We present $\textbf{Platypus}$, a family of fine-tuned and merged LLMs that achieves the strongest performance and currently stands at first place in HuggingFace's Open LLM Leaderboard as of the release date of this work. In this work we describe (1) our curated dataset $\textbf{Open-Platypus}$, that is a subset of other open datasets and which $\textit{we release to the public}$ (2) our process of fine-tuning and merging LoRA modules in order to conserve the strong prior of pretrained LLMs, while bringing specific domain knowledge to the surface (3) our efforts in checking for test data leaks and contamination in the training data, which can inform future research. Specifically, the Platypus family achieves strong performance in quantitative LLM metrics across model sizes, topping the global Open LLM leaderboard while using just a fraction of the fine-tuning data and overall compute that are required for other state-of-the-art fine-tuned LLMs. In particular, a 13B Platypus model can be trained on $\textit{a single}$ A100 GPU using 25k questions in 5 hours. This is a testament of the quality of our Open-Platypus dataset, and opens opportunities for more improvements in the field. Project page: https://platypus-llm.github.io
The paper presents the Platypus family of LLMs and their superior performance on the HuggingFace Open LLM Leaderboard, achieved through efficient fine-tuning techniques with minimal data and computational resources.
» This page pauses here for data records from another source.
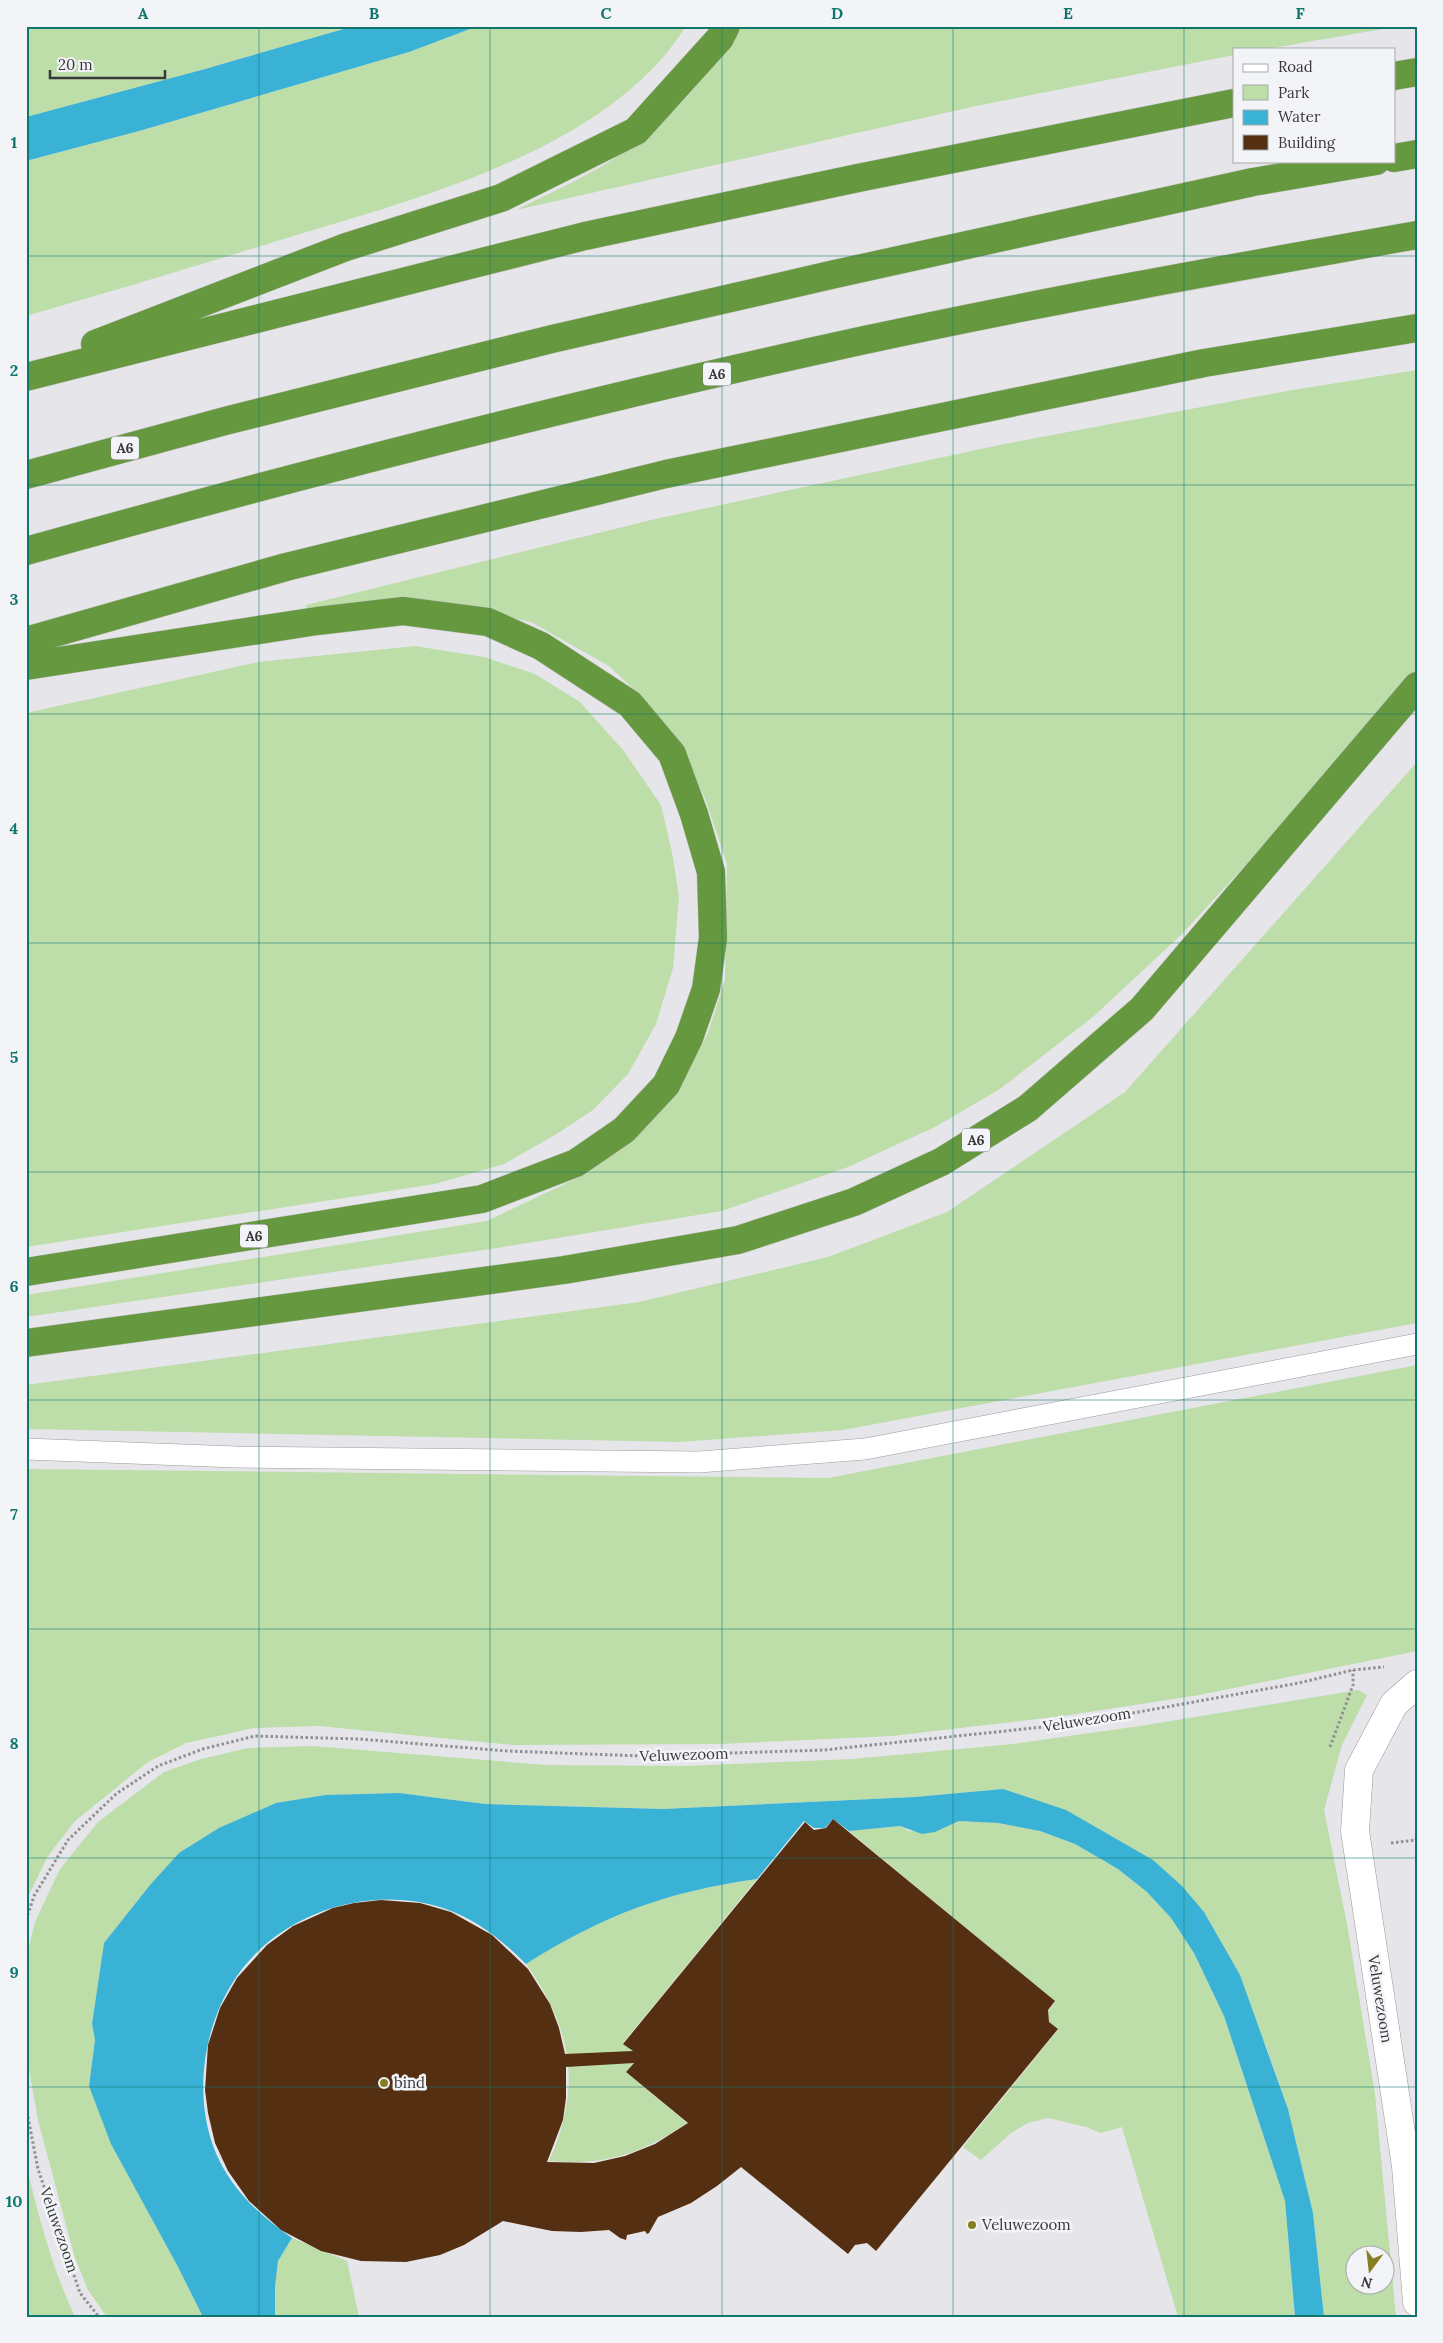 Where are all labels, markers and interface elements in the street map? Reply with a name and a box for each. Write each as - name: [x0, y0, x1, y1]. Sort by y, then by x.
- text: A: [138, 3, 149, 23]
- text: B: [369, 3, 380, 23]
- text: C: [600, 3, 612, 23]
- text: D: [831, 3, 843, 23]
- text: E: [1063, 3, 1073, 23]
- text: F: [1295, 3, 1305, 23]
- scale bar: [50, 48, 165, 80]
- legend: [1233, 48, 1396, 162]
- text: 20 m: [58, 55, 93, 74]
- text: Road: [1278, 57, 1313, 76]
- text: Park: [1278, 83, 1309, 102]
- text: Water: [1278, 107, 1321, 126]
- text: 1: [11, 132, 17, 152]
- text: Building: [1278, 133, 1336, 152]
- text: 2: [10, 360, 18, 380]
- road number: A6: [703, 362, 731, 386]
- road number: A6: [111, 436, 139, 459]
- text: 3: [10, 589, 19, 609]
- text: 4: [10, 818, 19, 838]
- text: 5: [10, 1047, 19, 1067]
- road number: A6: [962, 1128, 990, 1152]
- road number: A6: [240, 1224, 268, 1248]
- text: 6: [9, 1276, 19, 1296]
- text: 7: [10, 1504, 18, 1524]
- street label: Veluwezoom: [1041, 1703, 1132, 1736]
- text: 8: [9, 1733, 19, 1753]
- street label: Veluwezoom: [638, 1743, 729, 1766]
- street label: Veluwezoom: [1364, 1953, 1397, 2044]
- text: 9: [9, 1962, 19, 1982]
- place label: bind: [394, 2073, 425, 2092]
- marker: bind: [378, 2077, 390, 2089]
- street label: Veluwezoom: [36, 2184, 83, 2275]
- text: 10: [6, 2191, 22, 2211]
- place label: Veluwezoom: [981, 2215, 1071, 2234]
- marker: Veluwezoom: [966, 2219, 978, 2231]
- north arrow: [1346, 2246, 1396, 2296]
- text: N: [1359, 2272, 1374, 2293]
Key contributions include the development of the Open-Platypus dataset, utilization of Low-Rank Adaptation (LoRA) for parameter-efficient fine-tuning, comprehensive data de-duplication processes, and model merging strategies to enhance overall performance.
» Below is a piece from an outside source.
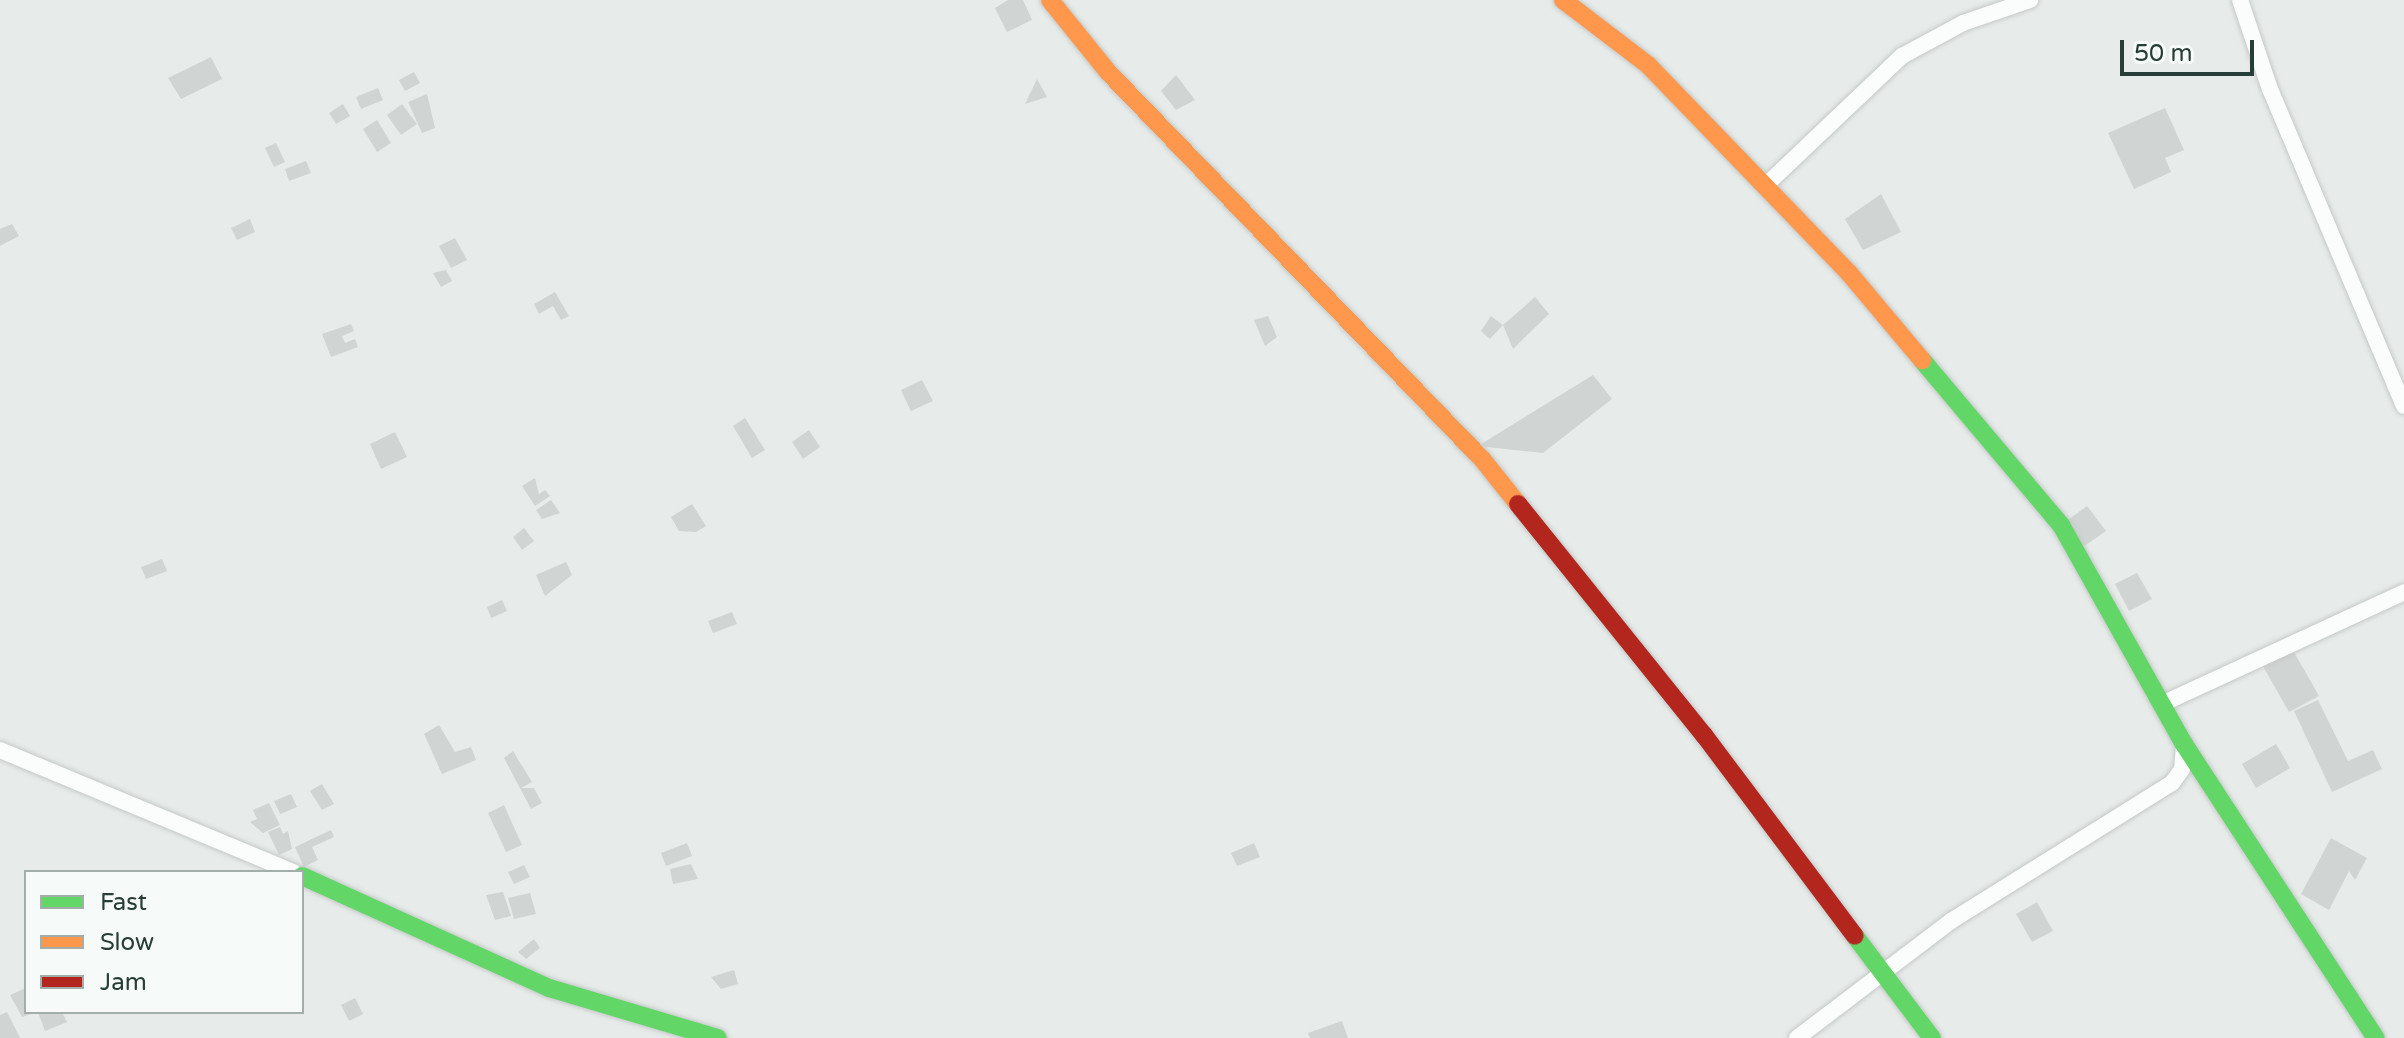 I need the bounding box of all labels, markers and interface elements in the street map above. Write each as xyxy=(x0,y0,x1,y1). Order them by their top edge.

The research demonstrates significant numerical results, with the 13B Platypus model trained on a single A100 GPU in 5 hours, and the Platypus2-70B-instruct variant achieving the highest average score on the Hugging Face Open LLM Leaderboard.
The paper "Platypus: Quick, Cheap, and Powerful Refinement of LLMs" introduces the Platypus family of LLMs, which have demonstrated superior performance on the HuggingFace Open LLM Leaderboard. The research tackles the challenge of fine-tuning LLMs while minimizing computational resources and data requirements, and importantly, avoids data contamination between training and test sets. The authors present a comprehensive methodology, along with their curated Open-Platypus dataset, which collectively enable robust yet efficient fine-tuning of LLMs.
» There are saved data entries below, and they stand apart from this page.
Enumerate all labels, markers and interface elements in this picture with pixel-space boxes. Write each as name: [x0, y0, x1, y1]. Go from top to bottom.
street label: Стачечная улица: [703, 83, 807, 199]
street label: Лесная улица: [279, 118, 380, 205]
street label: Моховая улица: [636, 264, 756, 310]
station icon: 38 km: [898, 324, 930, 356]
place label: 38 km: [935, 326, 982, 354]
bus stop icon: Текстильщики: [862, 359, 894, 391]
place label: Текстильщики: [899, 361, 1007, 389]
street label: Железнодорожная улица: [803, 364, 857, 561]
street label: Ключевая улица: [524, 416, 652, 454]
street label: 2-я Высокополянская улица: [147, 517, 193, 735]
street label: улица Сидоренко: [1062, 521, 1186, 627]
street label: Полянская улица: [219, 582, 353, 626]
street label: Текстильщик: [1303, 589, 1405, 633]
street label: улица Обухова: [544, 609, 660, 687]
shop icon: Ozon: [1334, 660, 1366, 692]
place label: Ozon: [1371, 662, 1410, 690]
The core contributions of the paper are manifold:
The paper presents strong numerical results, demonstrating that the 13B Platypus model can be trained on a single A100 GPU using 25k questions in just 5 hours. The Platypus2-70B-instruct variant achieved the highest average score on the Hugging Face Open LLM Leaderboard with 73.13%, surpassing both open-source and proprietary models like GPT-3.5 and GPT-4 in certain metrics.
Future research could delve into several avenues:
The research presented in this paper provides a significant step forward in the efficient fine-tuning of LLMs. The Platypus family leverages a small but potent dataset, advanced fine-tuning techniques, and rigorous data validation methods to achieve top-tier performance with reduced computational demands. These advancements not only facilitate broader access to powerful LLMs but also lay the groundwork for future innovations in model tuning and merging methodologies.